What you're paying us for is hybrid retrieval (BM25 + vector + graph, fused and reranked) that already works, cascade-delete and write-time dedup that already work, a canonical profile pass that already works, and roughly two years of edge cases in the ingest and composer prompts that already work.
If your team is large enough that building all of that is cheaper than buying it, we'll point you at the public artifacts: the v44 composer prompt is MIT, the LongMemEval methodology is documented, and the architecture posts spell out the rest.
Self-hosting and VPC live on Enterprise only — not Free / Indie / Team. Enterprise is priced annually with a custom commitment that covers the support engineer, the SLA, the DPA, and any managed-inference credits, separately from the deployment artifact itself.

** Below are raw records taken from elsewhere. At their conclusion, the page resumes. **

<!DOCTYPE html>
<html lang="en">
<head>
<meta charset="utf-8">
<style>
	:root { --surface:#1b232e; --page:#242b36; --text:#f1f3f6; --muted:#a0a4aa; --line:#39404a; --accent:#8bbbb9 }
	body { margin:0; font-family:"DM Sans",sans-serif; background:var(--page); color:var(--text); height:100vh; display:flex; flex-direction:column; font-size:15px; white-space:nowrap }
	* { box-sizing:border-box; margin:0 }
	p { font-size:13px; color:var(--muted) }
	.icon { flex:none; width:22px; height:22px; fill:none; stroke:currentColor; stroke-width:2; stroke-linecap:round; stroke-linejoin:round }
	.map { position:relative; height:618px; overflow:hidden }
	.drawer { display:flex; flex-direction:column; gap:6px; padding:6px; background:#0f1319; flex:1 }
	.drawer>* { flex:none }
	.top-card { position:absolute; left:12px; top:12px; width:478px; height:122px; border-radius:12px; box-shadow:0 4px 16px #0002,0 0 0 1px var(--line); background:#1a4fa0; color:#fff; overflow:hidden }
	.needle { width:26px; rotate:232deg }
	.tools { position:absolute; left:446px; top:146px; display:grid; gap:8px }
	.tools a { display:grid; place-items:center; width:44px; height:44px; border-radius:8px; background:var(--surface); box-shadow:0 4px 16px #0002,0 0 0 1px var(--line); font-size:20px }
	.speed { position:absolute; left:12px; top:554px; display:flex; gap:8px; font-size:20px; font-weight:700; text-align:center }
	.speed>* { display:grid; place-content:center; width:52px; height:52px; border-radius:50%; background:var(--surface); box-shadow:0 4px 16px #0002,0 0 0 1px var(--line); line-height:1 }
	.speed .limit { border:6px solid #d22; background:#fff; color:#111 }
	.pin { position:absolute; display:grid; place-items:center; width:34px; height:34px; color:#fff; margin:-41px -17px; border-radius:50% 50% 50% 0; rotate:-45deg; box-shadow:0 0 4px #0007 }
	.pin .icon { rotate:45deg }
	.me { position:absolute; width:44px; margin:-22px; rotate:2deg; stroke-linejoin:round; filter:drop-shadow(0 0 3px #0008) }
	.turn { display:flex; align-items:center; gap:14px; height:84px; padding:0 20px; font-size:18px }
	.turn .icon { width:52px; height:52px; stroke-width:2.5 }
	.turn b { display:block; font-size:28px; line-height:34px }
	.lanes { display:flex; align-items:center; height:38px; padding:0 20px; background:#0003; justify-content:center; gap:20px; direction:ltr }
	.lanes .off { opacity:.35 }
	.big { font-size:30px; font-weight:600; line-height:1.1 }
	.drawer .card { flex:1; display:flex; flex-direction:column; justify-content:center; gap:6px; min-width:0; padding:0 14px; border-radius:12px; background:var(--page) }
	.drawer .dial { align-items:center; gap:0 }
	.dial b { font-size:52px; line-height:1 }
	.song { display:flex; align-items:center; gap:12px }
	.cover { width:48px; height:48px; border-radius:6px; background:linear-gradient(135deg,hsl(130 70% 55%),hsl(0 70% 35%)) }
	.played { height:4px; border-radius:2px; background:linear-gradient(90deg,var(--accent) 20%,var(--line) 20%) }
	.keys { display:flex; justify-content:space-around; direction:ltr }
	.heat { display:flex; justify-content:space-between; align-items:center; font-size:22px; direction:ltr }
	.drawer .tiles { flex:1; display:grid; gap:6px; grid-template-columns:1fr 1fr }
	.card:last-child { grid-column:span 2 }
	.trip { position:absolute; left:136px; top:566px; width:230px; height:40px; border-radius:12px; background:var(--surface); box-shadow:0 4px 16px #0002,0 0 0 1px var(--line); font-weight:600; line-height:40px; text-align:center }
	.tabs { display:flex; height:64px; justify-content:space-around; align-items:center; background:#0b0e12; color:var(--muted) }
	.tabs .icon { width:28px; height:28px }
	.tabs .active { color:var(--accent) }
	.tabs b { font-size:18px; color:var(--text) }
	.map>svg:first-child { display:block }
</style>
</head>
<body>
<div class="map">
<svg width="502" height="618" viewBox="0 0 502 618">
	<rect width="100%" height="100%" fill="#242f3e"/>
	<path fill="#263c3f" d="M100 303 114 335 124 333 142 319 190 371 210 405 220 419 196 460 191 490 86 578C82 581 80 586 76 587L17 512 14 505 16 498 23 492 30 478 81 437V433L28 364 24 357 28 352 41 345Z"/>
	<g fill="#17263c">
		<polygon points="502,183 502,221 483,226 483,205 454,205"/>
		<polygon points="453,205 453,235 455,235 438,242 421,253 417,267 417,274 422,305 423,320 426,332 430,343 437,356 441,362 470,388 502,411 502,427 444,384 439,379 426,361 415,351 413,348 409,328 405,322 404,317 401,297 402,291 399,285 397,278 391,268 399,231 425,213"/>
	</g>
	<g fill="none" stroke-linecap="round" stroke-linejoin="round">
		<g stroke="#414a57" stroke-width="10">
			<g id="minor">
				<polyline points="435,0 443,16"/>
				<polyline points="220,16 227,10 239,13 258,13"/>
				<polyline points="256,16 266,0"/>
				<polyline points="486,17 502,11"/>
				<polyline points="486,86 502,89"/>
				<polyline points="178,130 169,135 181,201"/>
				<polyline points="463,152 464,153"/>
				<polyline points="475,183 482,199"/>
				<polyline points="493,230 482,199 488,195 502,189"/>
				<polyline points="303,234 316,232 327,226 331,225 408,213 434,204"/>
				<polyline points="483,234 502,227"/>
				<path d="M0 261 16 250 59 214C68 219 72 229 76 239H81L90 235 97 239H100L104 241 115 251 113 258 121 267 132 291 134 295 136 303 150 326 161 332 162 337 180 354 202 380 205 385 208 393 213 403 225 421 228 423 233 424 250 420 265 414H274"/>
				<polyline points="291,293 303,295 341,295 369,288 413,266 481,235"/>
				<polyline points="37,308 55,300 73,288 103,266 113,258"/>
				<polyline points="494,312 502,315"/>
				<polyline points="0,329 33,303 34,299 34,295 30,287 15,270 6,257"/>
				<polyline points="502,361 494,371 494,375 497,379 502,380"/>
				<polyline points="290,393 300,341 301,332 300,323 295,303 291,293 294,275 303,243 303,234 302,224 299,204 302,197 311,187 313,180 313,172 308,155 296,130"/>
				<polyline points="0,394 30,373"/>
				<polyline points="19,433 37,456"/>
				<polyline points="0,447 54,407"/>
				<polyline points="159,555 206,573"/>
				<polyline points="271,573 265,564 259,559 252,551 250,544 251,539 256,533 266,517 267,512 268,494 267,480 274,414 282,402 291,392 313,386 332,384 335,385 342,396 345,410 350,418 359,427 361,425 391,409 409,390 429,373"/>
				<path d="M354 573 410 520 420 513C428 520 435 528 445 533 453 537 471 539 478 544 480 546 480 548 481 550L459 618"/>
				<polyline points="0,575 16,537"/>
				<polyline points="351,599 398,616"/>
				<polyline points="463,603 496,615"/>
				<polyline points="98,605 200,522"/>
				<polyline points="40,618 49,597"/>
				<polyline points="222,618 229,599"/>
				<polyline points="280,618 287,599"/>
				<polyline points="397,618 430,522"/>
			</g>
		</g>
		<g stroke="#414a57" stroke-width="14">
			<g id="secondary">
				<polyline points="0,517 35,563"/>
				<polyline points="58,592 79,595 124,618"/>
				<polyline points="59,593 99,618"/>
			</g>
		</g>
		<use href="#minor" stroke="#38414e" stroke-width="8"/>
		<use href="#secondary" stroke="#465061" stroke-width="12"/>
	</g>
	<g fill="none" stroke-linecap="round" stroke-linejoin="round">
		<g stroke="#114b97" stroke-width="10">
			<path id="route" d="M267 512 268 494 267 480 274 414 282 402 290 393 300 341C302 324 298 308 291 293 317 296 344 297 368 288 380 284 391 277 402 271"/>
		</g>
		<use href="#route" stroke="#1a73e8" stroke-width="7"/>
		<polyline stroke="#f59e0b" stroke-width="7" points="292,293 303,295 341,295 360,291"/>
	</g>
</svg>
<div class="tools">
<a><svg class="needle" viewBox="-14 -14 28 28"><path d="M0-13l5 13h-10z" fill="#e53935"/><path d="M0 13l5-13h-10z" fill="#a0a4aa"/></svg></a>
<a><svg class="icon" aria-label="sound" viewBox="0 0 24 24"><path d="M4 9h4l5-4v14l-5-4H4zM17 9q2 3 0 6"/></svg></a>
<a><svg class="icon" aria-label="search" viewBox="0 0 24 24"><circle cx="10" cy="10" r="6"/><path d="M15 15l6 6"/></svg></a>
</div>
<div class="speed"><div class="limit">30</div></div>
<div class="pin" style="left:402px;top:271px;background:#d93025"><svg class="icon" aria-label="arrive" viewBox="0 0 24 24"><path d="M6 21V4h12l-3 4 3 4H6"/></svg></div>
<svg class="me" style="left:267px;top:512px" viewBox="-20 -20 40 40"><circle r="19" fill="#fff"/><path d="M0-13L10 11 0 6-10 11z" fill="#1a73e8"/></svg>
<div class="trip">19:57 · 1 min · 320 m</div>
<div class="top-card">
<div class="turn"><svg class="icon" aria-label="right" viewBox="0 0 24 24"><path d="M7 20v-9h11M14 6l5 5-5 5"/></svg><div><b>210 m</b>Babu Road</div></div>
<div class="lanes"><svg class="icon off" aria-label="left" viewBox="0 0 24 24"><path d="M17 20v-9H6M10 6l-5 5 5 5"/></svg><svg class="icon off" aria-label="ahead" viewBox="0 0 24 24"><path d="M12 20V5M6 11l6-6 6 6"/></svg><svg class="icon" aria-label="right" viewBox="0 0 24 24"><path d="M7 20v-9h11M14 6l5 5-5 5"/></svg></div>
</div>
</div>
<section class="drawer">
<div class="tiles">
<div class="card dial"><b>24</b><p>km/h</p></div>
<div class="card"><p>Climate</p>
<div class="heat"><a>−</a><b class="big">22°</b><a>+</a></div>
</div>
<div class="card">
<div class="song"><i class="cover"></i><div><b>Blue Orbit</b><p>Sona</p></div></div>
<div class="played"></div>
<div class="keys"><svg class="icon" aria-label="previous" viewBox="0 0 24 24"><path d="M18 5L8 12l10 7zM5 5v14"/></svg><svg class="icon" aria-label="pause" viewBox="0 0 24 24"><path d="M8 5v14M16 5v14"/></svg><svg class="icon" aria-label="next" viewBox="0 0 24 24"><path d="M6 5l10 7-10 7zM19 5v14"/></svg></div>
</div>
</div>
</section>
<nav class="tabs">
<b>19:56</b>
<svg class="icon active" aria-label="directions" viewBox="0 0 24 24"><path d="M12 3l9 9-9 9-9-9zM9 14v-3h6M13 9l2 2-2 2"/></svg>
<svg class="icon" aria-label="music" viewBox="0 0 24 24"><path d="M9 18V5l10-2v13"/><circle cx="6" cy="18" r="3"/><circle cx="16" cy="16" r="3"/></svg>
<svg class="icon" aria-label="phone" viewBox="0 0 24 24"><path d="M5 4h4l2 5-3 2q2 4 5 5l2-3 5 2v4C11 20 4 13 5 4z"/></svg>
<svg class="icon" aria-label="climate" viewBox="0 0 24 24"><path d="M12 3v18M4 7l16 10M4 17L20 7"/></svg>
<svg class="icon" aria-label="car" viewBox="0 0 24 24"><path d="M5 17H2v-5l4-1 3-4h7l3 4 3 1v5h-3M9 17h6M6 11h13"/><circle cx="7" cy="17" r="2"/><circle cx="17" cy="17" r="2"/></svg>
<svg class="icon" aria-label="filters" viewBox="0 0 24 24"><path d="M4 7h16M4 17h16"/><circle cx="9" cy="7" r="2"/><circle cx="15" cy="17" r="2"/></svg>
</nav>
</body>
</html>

The lower tiers stay hosted because the unit economics of supporting on-prem under a $99/mo SKU don't work for either side. If you have a procurement requirement that rules out hosted (regulated industry, data-residency, air-gap), talk to us — that is exactly the path Enterprise is shaped for.
For the product-side answer on what self-hosting includes (binary parity, audit log, credential storage), see the "Can I self-host Engram?" entry on the homepage FAQ.
No. The Free tier requires only an account and gives you 10,000 stored memories and 50,000 retrievals per month, enough to run a real workload against the production retrieval stack for several weeks.
The architecture on Free is identical to what paying tiers get; the only difference is the monthly cap.